#### DATA PROVIDED
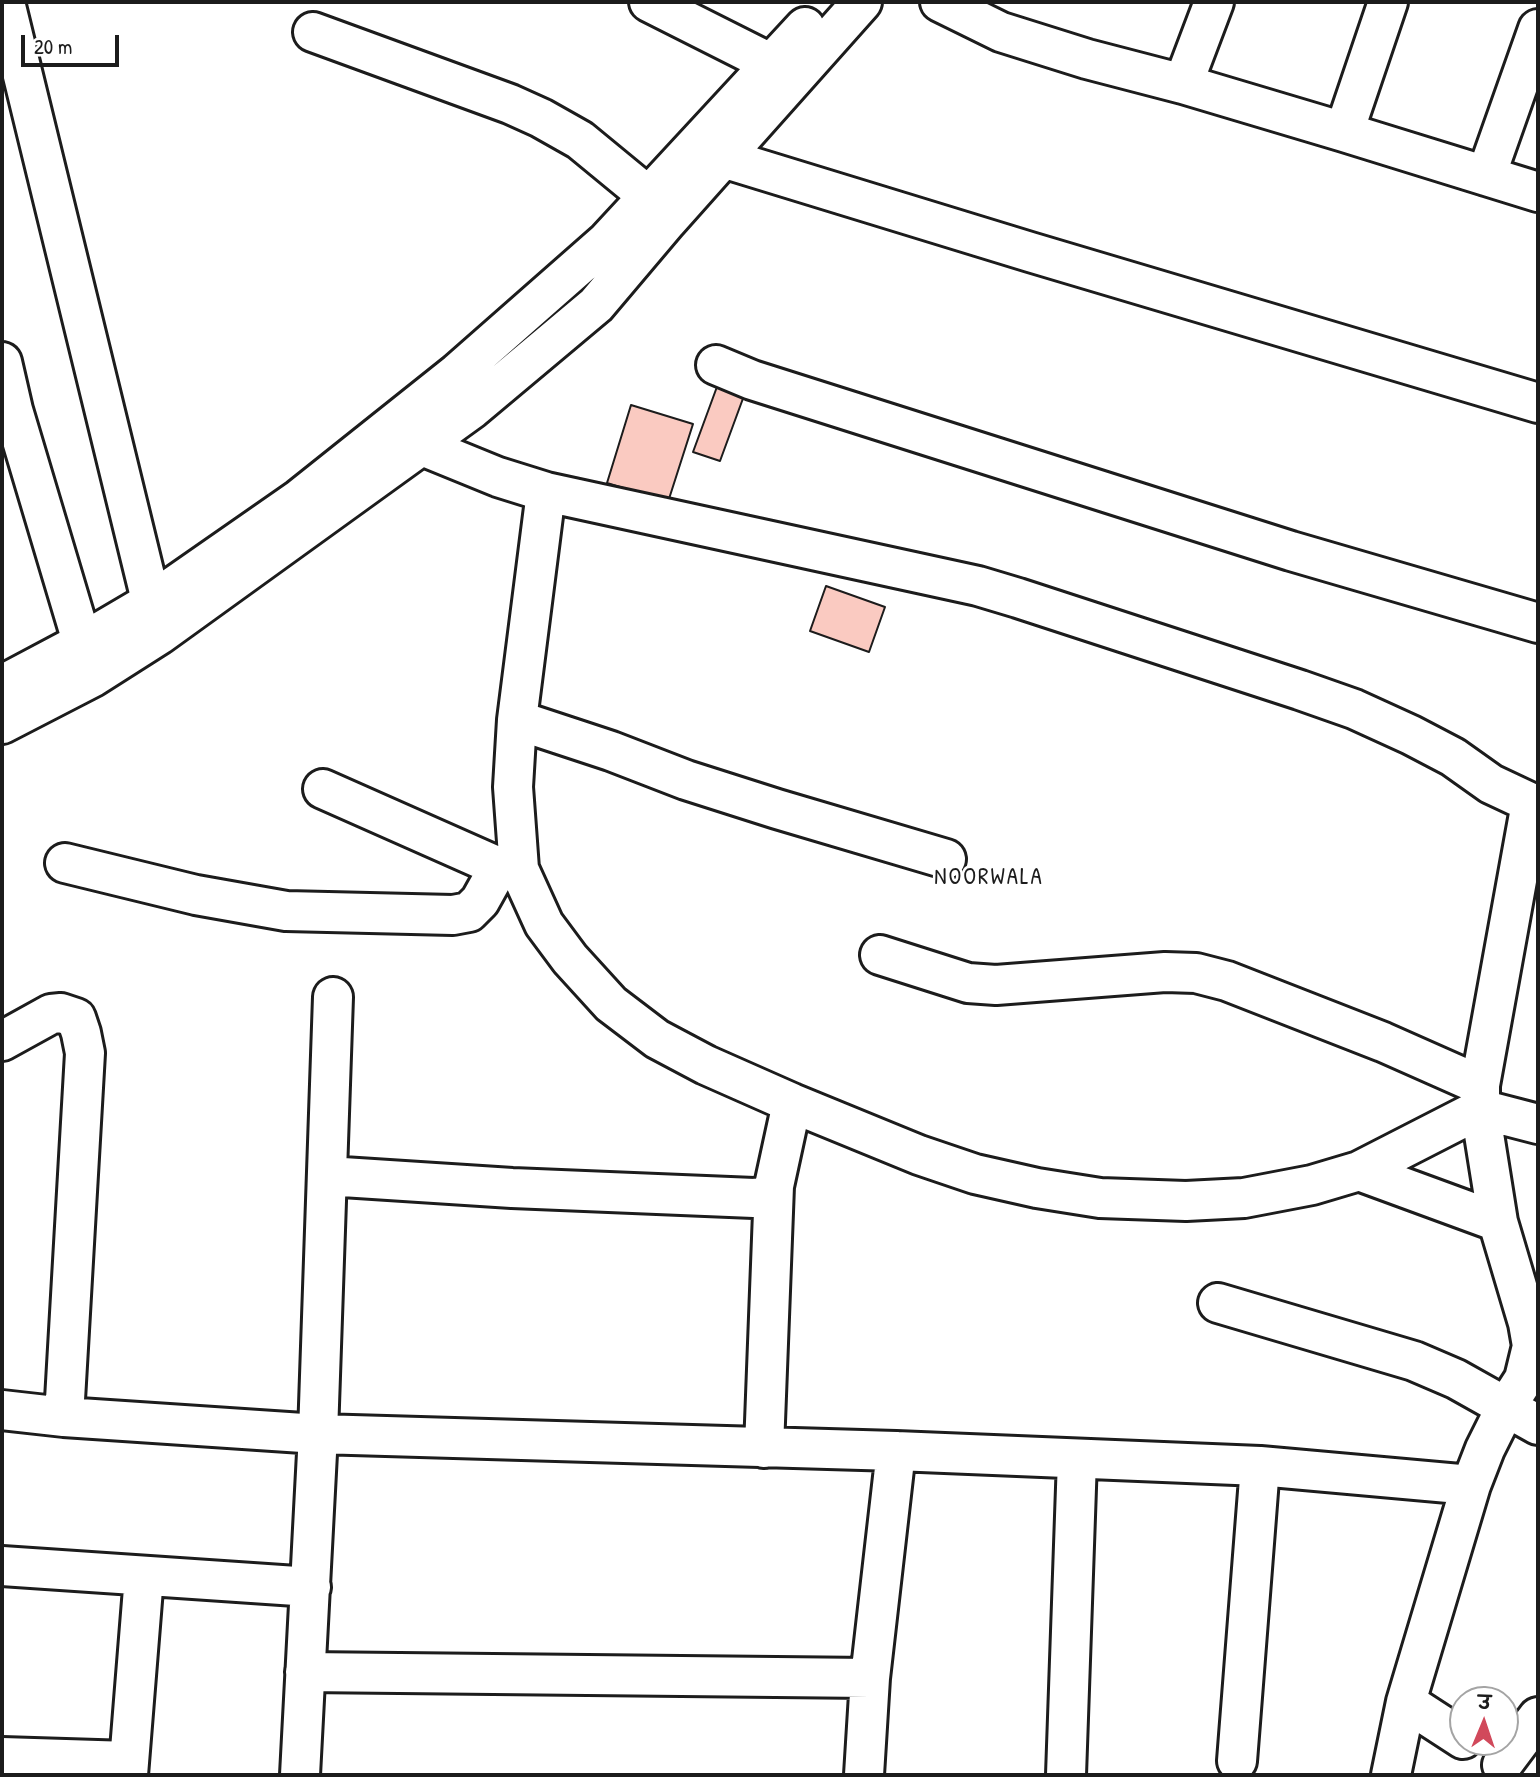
<!DOCTYPE html>
<html>
<head>
<meta charset="utf-8">
<style>
  body { margin:0 }
  #map { position:relative; width:1540px; height:1777px; overflow:hidden; background:#fff; font-family:"Patrick Hand","Playpen Sans Deva",sans-serif }
  canvas { display:block }
  .frame { position:absolute; inset:0; border:4px solid #1c1c1c; pointer-events:none }
  .north { position:absolute; left:1449px; top:1686px; width:70px; height:70px; box-sizing:border-box; background:#fff; border:2px solid #a4a4a4; border-radius:50%; rotate:2deg; font-size:19px; font-weight:700; line-height:28px; text-align:center; color:#1c1c1c }
  .north::after { content:''; display:block; margin:auto; width:24px; height:32px; background:#d1495b; clip-path:polygon(50% 0,100% 100%,50% 72%,0 100%) }
  .scale { position:absolute; left:21px; top:35px; width:98px; height:32px; box-sizing:border-box; border:4px solid #1c1c1c; border-top:0; padding-left:9px; font-size:21px; line-height:24px; white-space:nowrap; color:#1c1c1c; -webkit-text-stroke:5px #fff; paint-order:stroke }
</style>
</head>
<body>
<div id="map">
<canvas width="1540" height="1777"></canvas>
<div class="frame"></div>
<div class="north">उ</div>
<div class="scale">20 m</div>
</div>
<script>
const ctx = document.querySelector('canvas').getContext('2d');
ctx.lineJoin = 'round';
function fill(path, color) {
  ctx.fillStyle = color;
  ctx.fill(path, 'evenodd');
}
function strokePath(path, color, width, dash) {
  ctx.strokeStyle = color;
  ctx.lineWidth = width;
  ctx.lineCap = dash ? 'butt' : 'round';
  ctx.setLineDash(dash || []);
  ctx.stroke(path);
}
function drawText(font, color, halo, rows, align = 'center') {
  ctx.font = font + ' "Patrick Hand",sans-serif';
  ctx.lineWidth = 5;
  ctx.setLineDash([]);
  ctx.textBaseline = 'middle';
  ctx.strokeStyle = halo;
  ctx.fillStyle = color;
  for (const [text, x, y, turn = 0] of rows) {
    ctx.save();
    ctx.translate(x, y);
    ctx.rotate((+turn || 0) * Math.PI / 180);
    ctx.textAlign = isNaN(turn) ? turn : align;
    if (halo) ctx.strokeText(text, 0, 0);
    ctx.fillText(text, 0, 0);
    ctx.restore();
  }
}
const building = new Path2D(`
  M 718,384 L 745,393 L 720,461 L 693,452 Z
  M 631,405 L 693,424 L 668,502 L 607,483 Z
  M 826,586 L 885,607 L 869,652 L 810,631 Z`);
fill(building, '#facac1');
strokePath(building, '#1c1c1c', 2);
const minor = new Path2D(`
  M 5,2 L 157,625
  M 649,2 L 772,64
  M 940,2 L 1001,32 L 1087,59 L 1183,84 L 1344,132 L 1538,192
  M 313,32 L 510,104 L 541,118 L 580,140 L 648,196
  M 1183,84 L 1214,2
  M 1344,132 L 1388,2
  M 723,158 L 1030,252 L 1538,403
  M 1486,176 L 1538,29
  M 2,362 L 13,410 L 89,665
  M 716,365 L 752,380 L 1291,551 L 1538,623
  M 422,446 L 498,477 L 546,492 L 978,586 L 1018,598 L 1300,690 L 1354,709 L 1411,735 L 1453,757 L 1491,784 L 1538,806
  M 546,492 L 517,720 L 513,787 L 519,869 L 544,924 L 570,959 L 611,1004 L 657,1039 L 706,1065 L 792,1103 L 919,1155 L 975,1174 L 1037,1188 L 1100,1198 L 1186,1201 L 1244,1198 L 1312,1185 L 1359,1171 L 1498,1222
  M 2,685 L 83,642 L 151,602 L 299,499 L 457,373 L 607,241 L 805,27
  M 517,720 L 611,751 L 686,780 L 777,809 L 946,859
  M 2,724 L 93,677 L 159,635 L 472,409 L 596,305 L 667,221 L 862,2
  M 323,789 L 499,867
  M 65,863 L 196,895 L 286,911 L 453,915 L 469,912 L 480,901 L 499,867 L 519,869
  M 880,955 L 968,983 L 996,985 L 1165,972 L 1196,973 L 1227,981 L 1383,1042 L 1480,1085
  M 2,1041 L 51,1014 L 61,1013 L 76,1018 L 81,1033 L 85,1053 L 64,1417
  M 1359,1171 L 1480,1109 L 1538,1124
  M 327,1176 L 512,1188 L 754,1198 L 767,1196 L 774,1186 L 792,1103
  M 1218,1303 L 1414,1361 L 1456,1379 L 1538,1425
  M 2,1410 L 64,1417 L 318,1434 L 896,1451 L 1260,1466 L 1471,1485
  M 764,1448 L 774,1186
  M 2,1566 L 311,1587
  M 305,1672 L 870,1678
  M 1406,1702 L 1463,1739
  M 2,1757 L 129,1761
  M 1237,1761 L 1260,1466
  M 1502,1765 L 1538,1717
  M 128,1775 L 144,1576
  M 300,1775 L 318,1434 L 333,997
  M 864,1775 L 870,1678 L 896,1451
  M 1066,1775 L 1077,1459
  M 1391,1775 L 1406,1702 L 1471,1485 L 1485,1449 L 1506,1407 L 1524,1379 L 1532,1346 L 1528,1323 L 1498,1222 L 1480,1109 L 1480,1085 L 1531,803`);
strokePath(minor, '#1c1c1c', 44);
strokePath(minor, '#fff', 38);
ctx.letterSpacing = '2px';
drawText('23px', '#1c1c1c', '#fff', [
  ["NOORWALA",989,878]
]);
ctx.letterSpacing = '0px';
</script>
</body>
</html>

#### WORK REQUEST
Above are the records; copy exactly the lines from the line with "M 2,685 L 83,642" through the line with "M 1218,1303 L", both included.

#### COMPLETED EXERCISE
  M 2,685 L 83,642 L 151,602 L 299,499 L 457,373 L 607,241 L 805,27
  M 517,720 L 611,751 L 686,780 L 777,809 L 946,859
  M 2,724 L 93,677 L 159,635 L 472,409 L 596,305 L 667,221 L 862,2
  M 323,789 L 499,867
  M 65,863 L 196,895 L 286,911 L 453,915 L 469,912 L 480,901 L 499,867 L 519,869
  M 880,955 L 968,983 L 996,985 L 1165,972 L 1196,973 L 1227,981 L 1383,1042 L 1480,1085
  M 2,1041 L 51,1014 L 61,1013 L 76,1018 L 81,1033 L 85,1053 L 64,1417
  M 1359,1171 L 1480,1109 L 1538,1124
  M 327,1176 L 512,1188 L 754,1198 L 767,1196 L 774,1186 L 792,1103
  M 1218,1303 L 1414,1361 L 1456,1379 L 1538,1425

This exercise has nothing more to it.